BEGIN INFORMATION SUPPLIED

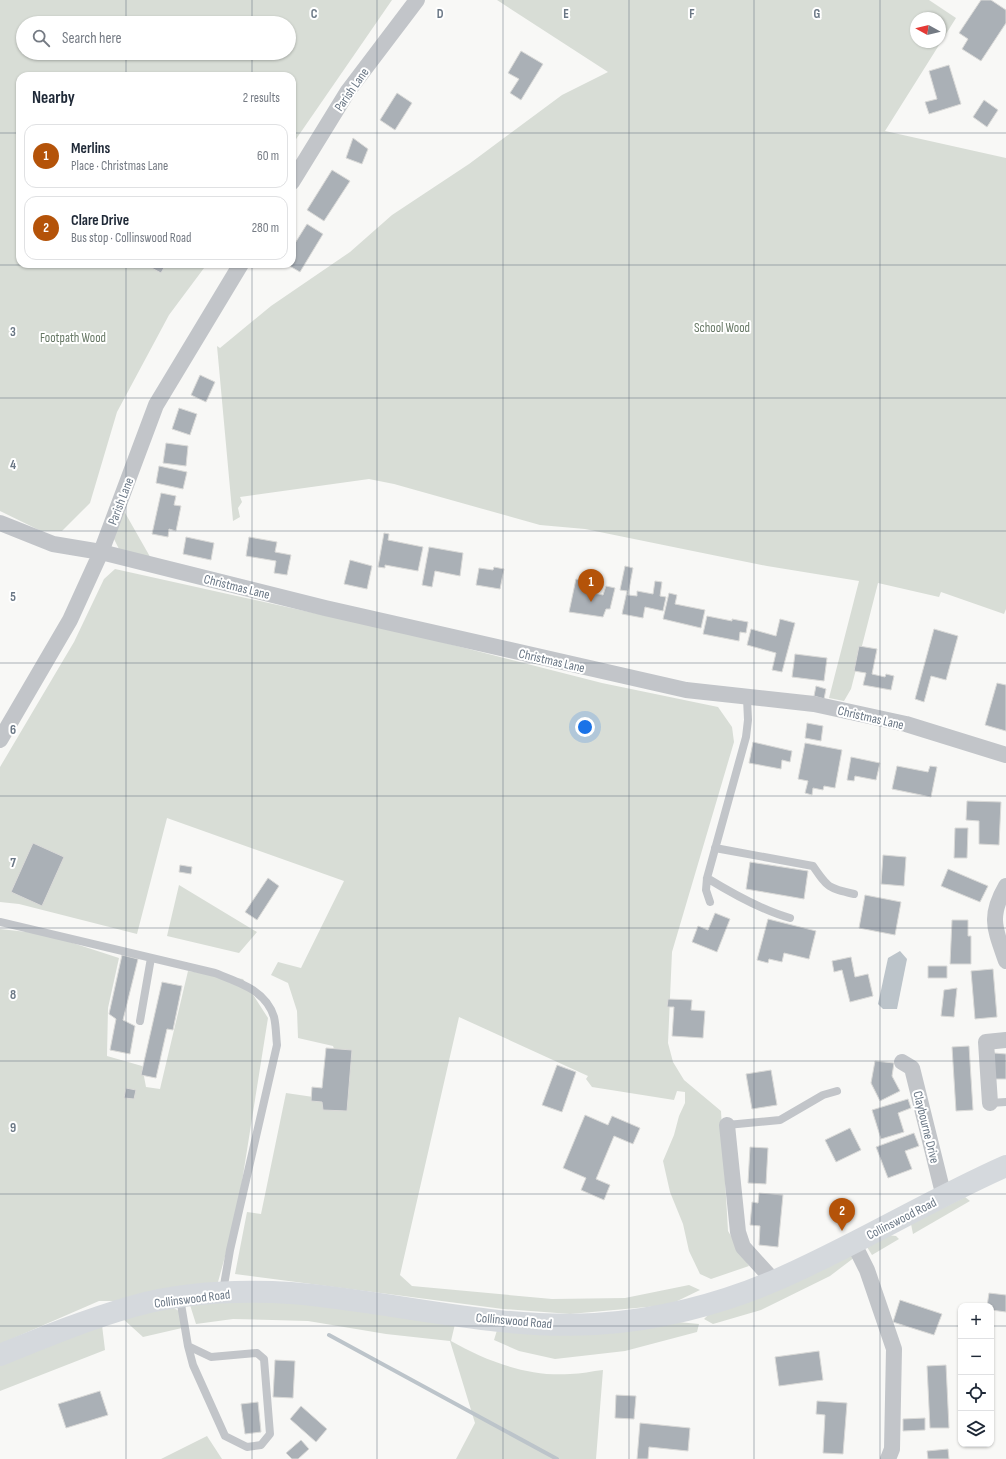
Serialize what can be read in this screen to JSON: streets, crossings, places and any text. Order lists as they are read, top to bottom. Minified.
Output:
{"streets":{"main road":["Collinswood Road"],"street":["Parish Lane","Christmas Lane","Claybourne Drive"]},"crossings":[["Parish Lane","Christmas Lane"],["Claybourne Drive","Collinswood Road"]],"parks":["School Wood","Footpath Wood"],"north":"left","page":{"search":"Search here","heading":["Nearby","2 results"],"list":[{"mark":"1","name":"Merlins","note":"Place · Christmas Lane","value":"60 m"},{"mark":"2","name":"Clare Drive","note":"Bus stop · Collinswood Road","value":"280 m"}],"pins":["1","2"],"map_buttons":["+","−"]},"grid":{"columns":["C","D","E","F","G"],"rows":["3","4","5","6","7","8","9"]}}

END INFORMATION SUPPLIED

* _WORK INSTRUCTION_
Leaving out the images, repeat the listing above exactly.

* _ANSWER BOX_
Serialize what can be read in this screen to JSON: streets, crossings, places and any text. Order lists as they are read, top to bottom. Minified.
Output:
{"streets":{"main road":["Collinswood Road"],"street":["Parish Lane","Christmas Lane","Claybourne Drive"]},"crossings":[["Parish Lane","Christmas Lane"],["Claybourne Drive","Collinswood Road"]],"parks":["School Wood","Footpath Wood"],"north":"left","page":{"search":"Search here","heading":["Nearby","2 results"],"list":[{"mark":"1","name":"Merlins","note":"Place · Christmas Lane","value":"60 m"},{"mark":"2","name":"Clare Drive","note":"Bus stop · Collinswood Road","value":"280 m"}],"pins":["1","2"],"map_buttons":["+","−"]},"grid":{"columns":["C","D","E","F","G"],"rows":["3","4","5","6","7","8","9"]}}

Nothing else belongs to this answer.